── Data under study ──

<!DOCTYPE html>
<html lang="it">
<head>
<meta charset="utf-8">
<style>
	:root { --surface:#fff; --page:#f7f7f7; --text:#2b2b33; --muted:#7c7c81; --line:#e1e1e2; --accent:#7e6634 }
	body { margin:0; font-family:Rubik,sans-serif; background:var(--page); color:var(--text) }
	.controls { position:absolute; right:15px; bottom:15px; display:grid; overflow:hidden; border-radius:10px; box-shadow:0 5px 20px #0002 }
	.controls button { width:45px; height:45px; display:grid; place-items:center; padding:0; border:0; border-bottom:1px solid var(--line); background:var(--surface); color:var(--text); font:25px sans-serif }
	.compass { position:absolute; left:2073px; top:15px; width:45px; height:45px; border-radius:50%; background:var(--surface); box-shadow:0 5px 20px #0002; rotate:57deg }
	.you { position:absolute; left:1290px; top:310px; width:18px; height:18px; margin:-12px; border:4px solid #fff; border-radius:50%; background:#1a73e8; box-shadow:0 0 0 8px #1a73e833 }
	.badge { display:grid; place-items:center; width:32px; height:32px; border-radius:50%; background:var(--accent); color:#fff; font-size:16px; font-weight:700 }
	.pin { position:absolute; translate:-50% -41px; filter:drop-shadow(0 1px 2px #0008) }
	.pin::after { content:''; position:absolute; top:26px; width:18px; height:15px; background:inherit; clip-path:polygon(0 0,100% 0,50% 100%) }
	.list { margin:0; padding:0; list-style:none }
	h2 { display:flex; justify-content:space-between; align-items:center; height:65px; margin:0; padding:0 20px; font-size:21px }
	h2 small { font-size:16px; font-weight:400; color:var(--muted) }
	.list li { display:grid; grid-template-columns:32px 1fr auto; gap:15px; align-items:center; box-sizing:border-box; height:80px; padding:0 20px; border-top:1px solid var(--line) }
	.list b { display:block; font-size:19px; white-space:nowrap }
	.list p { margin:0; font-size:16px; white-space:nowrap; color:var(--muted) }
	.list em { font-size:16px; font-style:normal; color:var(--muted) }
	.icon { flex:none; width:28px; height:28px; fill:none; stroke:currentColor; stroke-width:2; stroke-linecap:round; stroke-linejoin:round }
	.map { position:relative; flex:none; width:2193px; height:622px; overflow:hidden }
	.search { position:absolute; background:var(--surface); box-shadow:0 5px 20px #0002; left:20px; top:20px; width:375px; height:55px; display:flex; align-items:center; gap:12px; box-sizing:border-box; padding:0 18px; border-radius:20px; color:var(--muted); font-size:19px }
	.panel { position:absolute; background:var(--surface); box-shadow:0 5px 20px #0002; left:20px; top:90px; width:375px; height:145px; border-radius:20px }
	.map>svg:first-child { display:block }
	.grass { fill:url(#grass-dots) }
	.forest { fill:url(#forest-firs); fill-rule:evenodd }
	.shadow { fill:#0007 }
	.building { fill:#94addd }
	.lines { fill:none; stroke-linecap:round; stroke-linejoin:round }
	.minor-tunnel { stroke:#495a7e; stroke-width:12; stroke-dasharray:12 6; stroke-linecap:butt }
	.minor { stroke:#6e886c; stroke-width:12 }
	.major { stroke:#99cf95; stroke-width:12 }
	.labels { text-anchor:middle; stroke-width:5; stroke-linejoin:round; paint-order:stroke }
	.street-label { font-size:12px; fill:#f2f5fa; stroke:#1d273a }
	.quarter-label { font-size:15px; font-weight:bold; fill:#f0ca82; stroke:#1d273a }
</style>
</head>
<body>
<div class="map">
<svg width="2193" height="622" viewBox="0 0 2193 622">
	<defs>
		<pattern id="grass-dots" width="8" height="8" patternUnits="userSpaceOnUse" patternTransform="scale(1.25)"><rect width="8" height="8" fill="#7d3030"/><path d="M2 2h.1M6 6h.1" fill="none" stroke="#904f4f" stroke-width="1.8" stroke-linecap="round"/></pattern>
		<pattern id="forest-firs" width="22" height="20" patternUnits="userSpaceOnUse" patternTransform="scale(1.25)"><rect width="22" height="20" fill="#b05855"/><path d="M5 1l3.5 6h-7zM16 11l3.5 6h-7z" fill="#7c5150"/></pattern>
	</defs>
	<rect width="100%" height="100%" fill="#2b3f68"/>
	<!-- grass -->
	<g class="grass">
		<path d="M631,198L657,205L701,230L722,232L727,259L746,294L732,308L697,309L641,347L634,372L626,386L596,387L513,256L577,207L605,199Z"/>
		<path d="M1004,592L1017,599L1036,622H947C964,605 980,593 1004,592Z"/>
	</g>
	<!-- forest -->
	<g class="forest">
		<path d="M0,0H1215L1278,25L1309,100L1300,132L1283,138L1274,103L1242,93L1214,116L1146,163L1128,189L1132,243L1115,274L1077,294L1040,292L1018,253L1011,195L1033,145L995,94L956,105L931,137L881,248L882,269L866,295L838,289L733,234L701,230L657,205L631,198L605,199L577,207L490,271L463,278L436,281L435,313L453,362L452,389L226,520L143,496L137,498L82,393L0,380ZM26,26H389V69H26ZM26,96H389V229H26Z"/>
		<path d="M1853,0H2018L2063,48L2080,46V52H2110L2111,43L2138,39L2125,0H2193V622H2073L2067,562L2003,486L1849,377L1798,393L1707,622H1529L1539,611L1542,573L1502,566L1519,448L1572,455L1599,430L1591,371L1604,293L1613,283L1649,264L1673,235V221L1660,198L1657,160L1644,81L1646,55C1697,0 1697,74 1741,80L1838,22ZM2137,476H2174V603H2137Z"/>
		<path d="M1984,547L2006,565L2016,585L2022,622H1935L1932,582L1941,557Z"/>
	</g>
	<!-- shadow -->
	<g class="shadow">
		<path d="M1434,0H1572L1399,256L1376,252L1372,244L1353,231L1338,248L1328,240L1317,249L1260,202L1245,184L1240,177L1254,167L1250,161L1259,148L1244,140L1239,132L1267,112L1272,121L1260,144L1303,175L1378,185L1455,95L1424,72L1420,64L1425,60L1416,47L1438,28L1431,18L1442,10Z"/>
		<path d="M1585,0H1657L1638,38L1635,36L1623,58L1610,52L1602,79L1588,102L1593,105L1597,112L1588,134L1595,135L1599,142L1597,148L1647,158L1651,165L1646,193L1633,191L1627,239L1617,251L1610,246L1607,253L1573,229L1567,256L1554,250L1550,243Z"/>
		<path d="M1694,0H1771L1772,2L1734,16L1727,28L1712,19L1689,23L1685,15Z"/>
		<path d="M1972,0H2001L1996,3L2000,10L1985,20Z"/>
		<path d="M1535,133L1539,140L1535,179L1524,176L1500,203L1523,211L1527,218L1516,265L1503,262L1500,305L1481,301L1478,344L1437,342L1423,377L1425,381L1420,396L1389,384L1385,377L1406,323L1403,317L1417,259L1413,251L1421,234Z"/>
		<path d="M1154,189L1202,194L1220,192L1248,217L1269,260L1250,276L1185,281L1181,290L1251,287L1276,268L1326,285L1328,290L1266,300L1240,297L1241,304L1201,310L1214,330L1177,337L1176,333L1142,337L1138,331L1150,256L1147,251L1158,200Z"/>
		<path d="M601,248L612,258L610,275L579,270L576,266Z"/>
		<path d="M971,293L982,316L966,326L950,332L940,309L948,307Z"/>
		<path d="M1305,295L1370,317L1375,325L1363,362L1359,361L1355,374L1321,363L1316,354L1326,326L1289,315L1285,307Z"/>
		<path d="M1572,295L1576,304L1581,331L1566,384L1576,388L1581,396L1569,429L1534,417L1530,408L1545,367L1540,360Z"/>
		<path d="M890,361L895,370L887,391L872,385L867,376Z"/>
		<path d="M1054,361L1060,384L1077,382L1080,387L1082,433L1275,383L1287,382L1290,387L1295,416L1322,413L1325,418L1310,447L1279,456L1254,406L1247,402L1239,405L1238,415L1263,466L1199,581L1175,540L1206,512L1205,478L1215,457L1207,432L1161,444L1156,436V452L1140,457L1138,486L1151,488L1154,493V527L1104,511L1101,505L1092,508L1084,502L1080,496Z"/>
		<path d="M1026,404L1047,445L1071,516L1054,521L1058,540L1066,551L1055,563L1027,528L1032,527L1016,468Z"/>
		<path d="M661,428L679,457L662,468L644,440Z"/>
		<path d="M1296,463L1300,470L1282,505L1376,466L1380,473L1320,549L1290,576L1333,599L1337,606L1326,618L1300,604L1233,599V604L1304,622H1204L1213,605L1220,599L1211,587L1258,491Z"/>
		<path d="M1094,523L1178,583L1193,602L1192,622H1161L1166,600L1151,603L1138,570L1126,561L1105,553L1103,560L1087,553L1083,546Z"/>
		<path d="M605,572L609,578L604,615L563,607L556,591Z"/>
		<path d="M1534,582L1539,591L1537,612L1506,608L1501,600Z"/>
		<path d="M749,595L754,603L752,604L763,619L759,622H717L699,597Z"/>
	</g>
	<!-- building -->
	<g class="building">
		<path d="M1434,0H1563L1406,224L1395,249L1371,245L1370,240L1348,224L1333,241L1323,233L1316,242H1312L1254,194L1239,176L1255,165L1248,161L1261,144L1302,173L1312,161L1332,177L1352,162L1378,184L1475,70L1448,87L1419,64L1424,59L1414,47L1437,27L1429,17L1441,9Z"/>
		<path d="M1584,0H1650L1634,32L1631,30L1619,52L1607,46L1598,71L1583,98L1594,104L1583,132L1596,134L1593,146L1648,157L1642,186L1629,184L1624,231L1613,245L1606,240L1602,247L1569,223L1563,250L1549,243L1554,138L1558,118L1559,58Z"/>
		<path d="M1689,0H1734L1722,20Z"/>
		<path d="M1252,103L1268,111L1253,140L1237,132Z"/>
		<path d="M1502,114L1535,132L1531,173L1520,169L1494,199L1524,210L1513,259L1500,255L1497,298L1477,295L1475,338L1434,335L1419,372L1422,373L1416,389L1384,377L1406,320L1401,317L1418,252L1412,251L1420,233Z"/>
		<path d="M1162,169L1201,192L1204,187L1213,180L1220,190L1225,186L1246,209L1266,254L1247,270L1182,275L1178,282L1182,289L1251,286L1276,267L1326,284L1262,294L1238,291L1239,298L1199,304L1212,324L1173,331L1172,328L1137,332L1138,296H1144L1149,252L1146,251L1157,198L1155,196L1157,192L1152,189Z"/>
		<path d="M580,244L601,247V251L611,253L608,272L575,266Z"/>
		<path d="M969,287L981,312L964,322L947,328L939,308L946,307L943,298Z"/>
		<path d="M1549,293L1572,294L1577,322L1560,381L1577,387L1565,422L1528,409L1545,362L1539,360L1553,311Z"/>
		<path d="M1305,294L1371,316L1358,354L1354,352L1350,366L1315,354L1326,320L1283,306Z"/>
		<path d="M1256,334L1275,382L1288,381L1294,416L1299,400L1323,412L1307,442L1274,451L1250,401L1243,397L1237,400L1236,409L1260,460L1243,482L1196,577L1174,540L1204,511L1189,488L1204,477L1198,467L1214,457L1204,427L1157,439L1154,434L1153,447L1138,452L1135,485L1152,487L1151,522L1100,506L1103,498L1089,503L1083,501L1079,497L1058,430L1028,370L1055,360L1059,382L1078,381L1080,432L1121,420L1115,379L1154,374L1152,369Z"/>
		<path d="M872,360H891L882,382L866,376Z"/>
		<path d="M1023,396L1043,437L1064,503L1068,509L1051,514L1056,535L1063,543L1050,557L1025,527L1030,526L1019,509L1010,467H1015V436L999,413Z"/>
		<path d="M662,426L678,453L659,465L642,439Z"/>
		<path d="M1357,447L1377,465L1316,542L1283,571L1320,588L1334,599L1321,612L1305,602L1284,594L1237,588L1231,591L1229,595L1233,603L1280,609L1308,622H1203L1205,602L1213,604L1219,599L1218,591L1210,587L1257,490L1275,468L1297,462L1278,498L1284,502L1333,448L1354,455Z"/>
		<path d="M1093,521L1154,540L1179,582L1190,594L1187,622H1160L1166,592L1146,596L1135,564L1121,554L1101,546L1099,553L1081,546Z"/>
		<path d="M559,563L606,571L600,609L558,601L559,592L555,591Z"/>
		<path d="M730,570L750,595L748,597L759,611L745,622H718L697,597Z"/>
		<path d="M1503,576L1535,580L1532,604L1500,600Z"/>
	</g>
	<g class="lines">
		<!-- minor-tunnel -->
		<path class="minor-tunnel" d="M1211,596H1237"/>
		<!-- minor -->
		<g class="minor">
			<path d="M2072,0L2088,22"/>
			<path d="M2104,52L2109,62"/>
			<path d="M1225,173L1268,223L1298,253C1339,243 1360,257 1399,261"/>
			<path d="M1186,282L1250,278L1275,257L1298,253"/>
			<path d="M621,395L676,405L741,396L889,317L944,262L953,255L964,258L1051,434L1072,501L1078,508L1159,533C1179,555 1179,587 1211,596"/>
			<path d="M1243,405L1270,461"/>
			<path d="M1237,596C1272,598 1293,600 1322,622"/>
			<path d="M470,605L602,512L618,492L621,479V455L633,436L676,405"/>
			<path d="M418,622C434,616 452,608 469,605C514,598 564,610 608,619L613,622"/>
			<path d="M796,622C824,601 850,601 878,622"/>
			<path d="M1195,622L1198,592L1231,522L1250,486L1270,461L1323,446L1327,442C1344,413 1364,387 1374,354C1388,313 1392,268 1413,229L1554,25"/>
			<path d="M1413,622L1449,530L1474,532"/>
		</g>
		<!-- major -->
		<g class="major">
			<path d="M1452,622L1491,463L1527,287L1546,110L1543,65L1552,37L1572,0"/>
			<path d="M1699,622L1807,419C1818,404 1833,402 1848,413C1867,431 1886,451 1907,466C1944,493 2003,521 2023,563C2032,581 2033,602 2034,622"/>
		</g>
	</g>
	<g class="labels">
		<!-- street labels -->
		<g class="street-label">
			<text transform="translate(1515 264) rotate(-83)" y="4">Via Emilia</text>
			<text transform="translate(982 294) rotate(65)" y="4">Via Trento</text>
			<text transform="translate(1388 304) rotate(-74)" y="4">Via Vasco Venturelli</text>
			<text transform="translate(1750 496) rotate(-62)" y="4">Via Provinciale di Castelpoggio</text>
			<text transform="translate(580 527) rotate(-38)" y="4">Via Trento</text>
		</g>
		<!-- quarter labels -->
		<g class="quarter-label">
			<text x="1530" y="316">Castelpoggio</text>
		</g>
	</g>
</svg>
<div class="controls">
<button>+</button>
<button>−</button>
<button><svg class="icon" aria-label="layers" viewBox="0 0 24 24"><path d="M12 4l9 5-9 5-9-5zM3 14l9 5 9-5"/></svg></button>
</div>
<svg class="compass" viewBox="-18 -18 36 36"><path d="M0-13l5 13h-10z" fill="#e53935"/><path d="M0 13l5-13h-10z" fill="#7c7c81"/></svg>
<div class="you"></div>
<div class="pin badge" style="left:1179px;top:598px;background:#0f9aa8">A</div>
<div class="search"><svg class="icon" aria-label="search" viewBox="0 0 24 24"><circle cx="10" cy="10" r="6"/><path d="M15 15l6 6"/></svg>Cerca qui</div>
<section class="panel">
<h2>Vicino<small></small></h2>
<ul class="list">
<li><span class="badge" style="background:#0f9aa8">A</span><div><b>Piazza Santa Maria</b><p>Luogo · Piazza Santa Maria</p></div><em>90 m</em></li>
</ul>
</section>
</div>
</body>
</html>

───

The lines you return should be those above that contain the word "list", every one of them.

▸ Reply:
	.list { margin:0; padding:0; list-style:none }
	.list li { display:grid; grid-template-columns:32px 1fr auto; gap:15px; align-items:center; box-sizing:border-box; height:80px; padding:0 20px; border-top:1px solid var(--line) }
	.list b { display:block; font-size:19px; white-space:nowrap }
	.list p { margin:0; font-size:16px; white-space:nowrap; color:var(--muted) }
	.list em { font-size:16px; font-style:normal; color:var(--muted) }
<ul class="list">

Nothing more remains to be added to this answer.